Thursday, 14 August 2014

Kahwagi: Some missing troops feared dead


BEIRUT: As negotiations to free military and security personnel believed to be held by Syria militants face complications, Army commander Gen. Jean Kahwagi said a maximum of 20 troops were missing, with some feared to be dead.


In comments published in daily Al-Mustaqbal Thursday, Kahwagi said a video addressed to Prime Minister Tammam Salam depicting some of the soldiers captured during battles between the Army and jihadist militants in Arsal is authentic.


“The recording is true, in principle, but we decided not to show it publicly out of respect for the missing soldiers and their families,” Kahwagi said.


“The Lebanese soldiers who are reported missing are at most 20, and we insist on calling them missing, as we fear that some martyrs (dead) could be among them,” Kahwagi added.


He pointed out that the body of a soldier initially reported missing was recovered in Arsal’s outskirts a few days ago, and that the militants showed the body of another soldier in the video that was relayed to the Lebanese authorities Wednesday through the Committee of Muslim scholars involved in the negotiations to free the captives.


Negotiations to free the soldiers believed held by Syria’s Al-Qaeda-linked Nusra Front and Islamic State for Iraq and Syria (ISIS) have reportedly hit an impasse over the militants’ demands to exchange the soldiers for Islamist prisoners and militant leader Imad Ahmad Jomaa, whose arrest on Aug. 2 triggered the fighting in Arsal.


Ahmad al-Qusair, a former spokesperson for the Free Syrian Army acting as the go-between in contacts of the Committee of Muslim Scholars with the militants, gave a gloomy outlook for any imminent solution.
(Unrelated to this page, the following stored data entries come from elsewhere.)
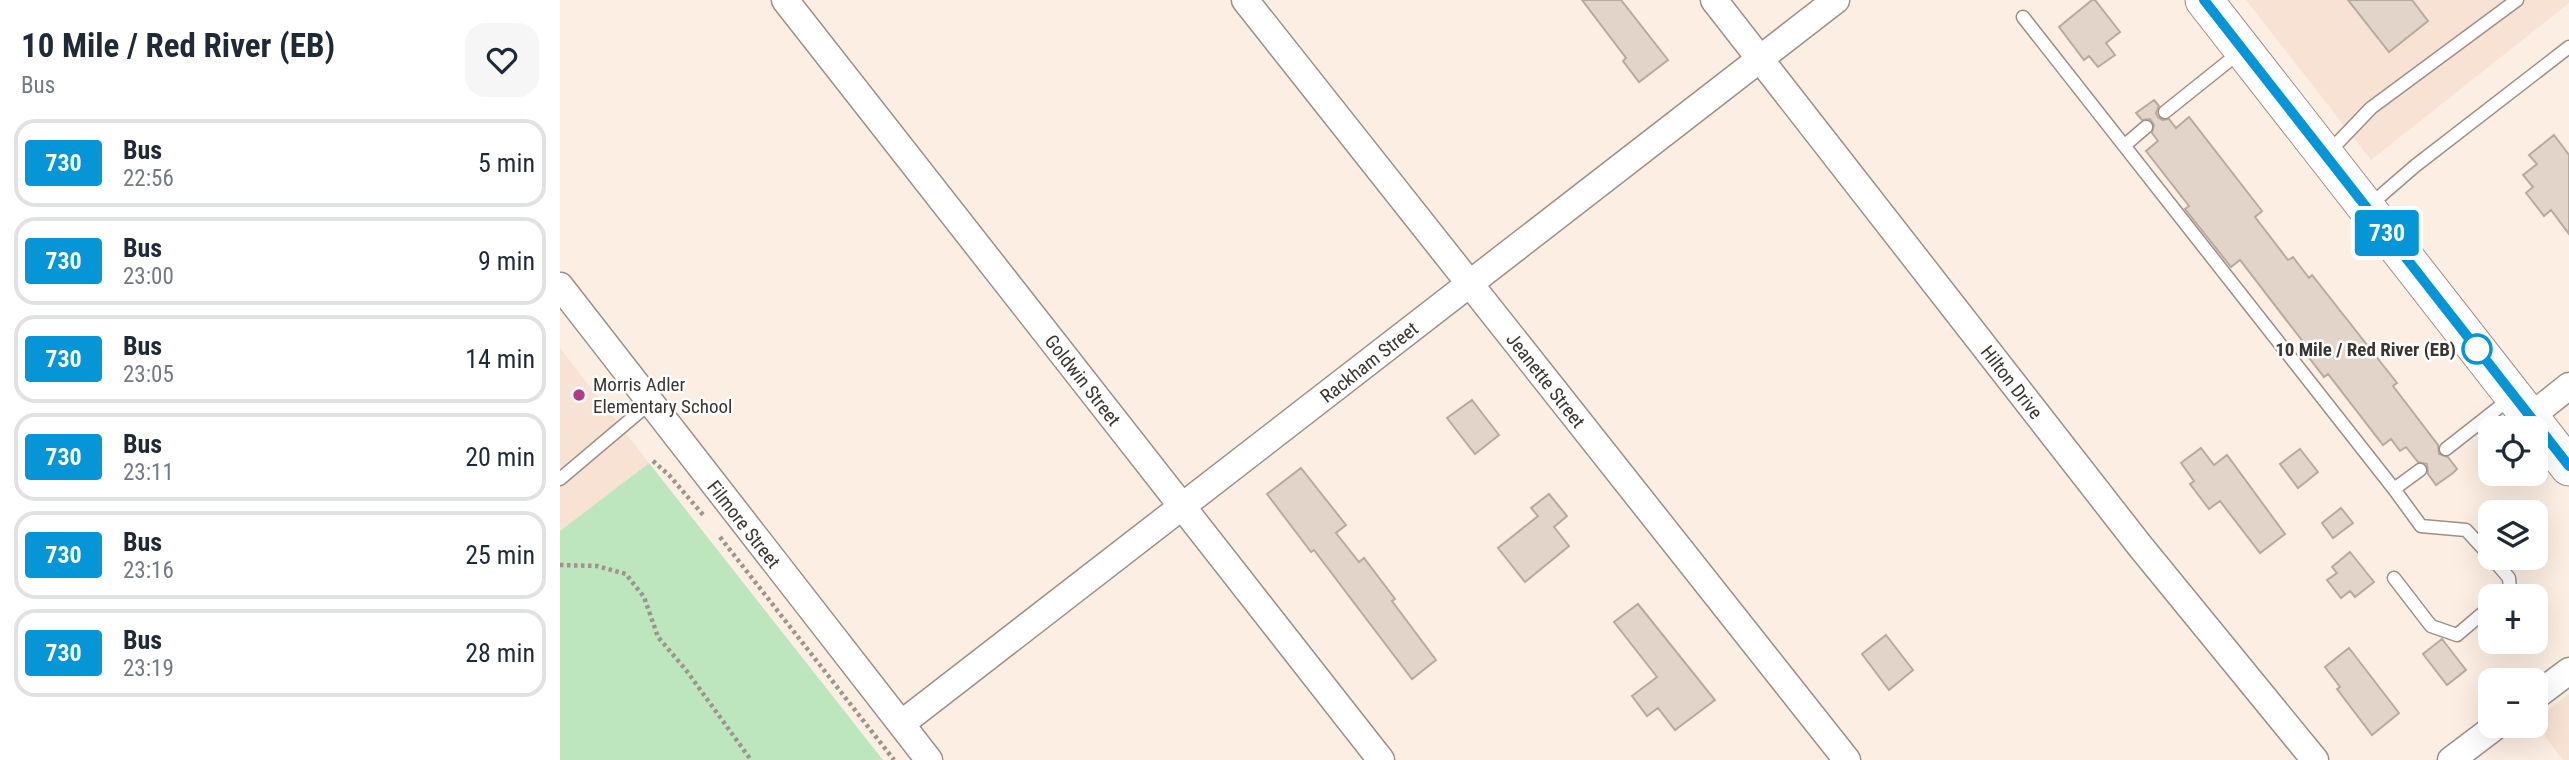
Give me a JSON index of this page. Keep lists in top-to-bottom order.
{
  "streets": {
    "street": [
      "Rackham Street",
      "Goldwin Street",
      "Jeanette Street",
      "Hilton Drive",
      "Filmore Street"
    ]
  },
  "crossings": [
    ["Rackham Street", "Goldwin Street"],
    ["Rackham Street", "Jeanette Street"],
    ["Rackham Street", "Hilton Drive"],
    ["Rackham Street", "Filmore Street"]
  ],
  "places": ["10 Mile / Red River (EB)", "Morris Adler Elementary School"],
  "lines": ["bus line 730"],
  "page": {
    "heading": ["10 Mile / Red River (EB)", "Bus"],
    "on_map": "730",
    "list": [
      {
        "mark": "730",
        "name": "Bus",
        "note": "22:56",
        "value": "5 min"
      },
      {
        "mark": "730",
        "name": "Bus",
        "note": "23:00",
        "value": "9 min"
      },
      {
        "mark": "730",
        "name": "Bus",
        "note": "23:05",
        "value": "14 min"
      },
      {
        "mark": "730",
        "name": "Bus",
        "note": "23:11",
        "value": "20 min"
      },
      {
        "mark": "730",
        "name": "Bus",
        "note": "23:16",
        "value": "25 min"
      },
      {
        "mark": "730",
        "name": "Bus",
        "note": "23:19",
        "value": "28 min"
      }
    ],
    "map_buttons": ["+", "−"]
  }
}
He said in an interview Wednesday with The Daily Star that negotiations were at a standstill because conceding to the militants’ demands would come at too high a cost as far as the Lebanese government was concerned.


Kahwagi, who made a rare visit to Arsal Wednesday, said the majority of the militants, who withdrew from the town under a cease-fire agreement that ended the five-day clashes, had relocated in the rugged mountains straddling the border, whereas only a few had returned to Syria.


“Arsal has returned into the custody of the state, but its outskirt is still relatively kidnapped,” Kahwagi added, vowing to restore state control on the whole area.


In addition to the Lebanese Army soldiers, 17 Internal Security Forces personnel were also captured and held by the Syrian rebels.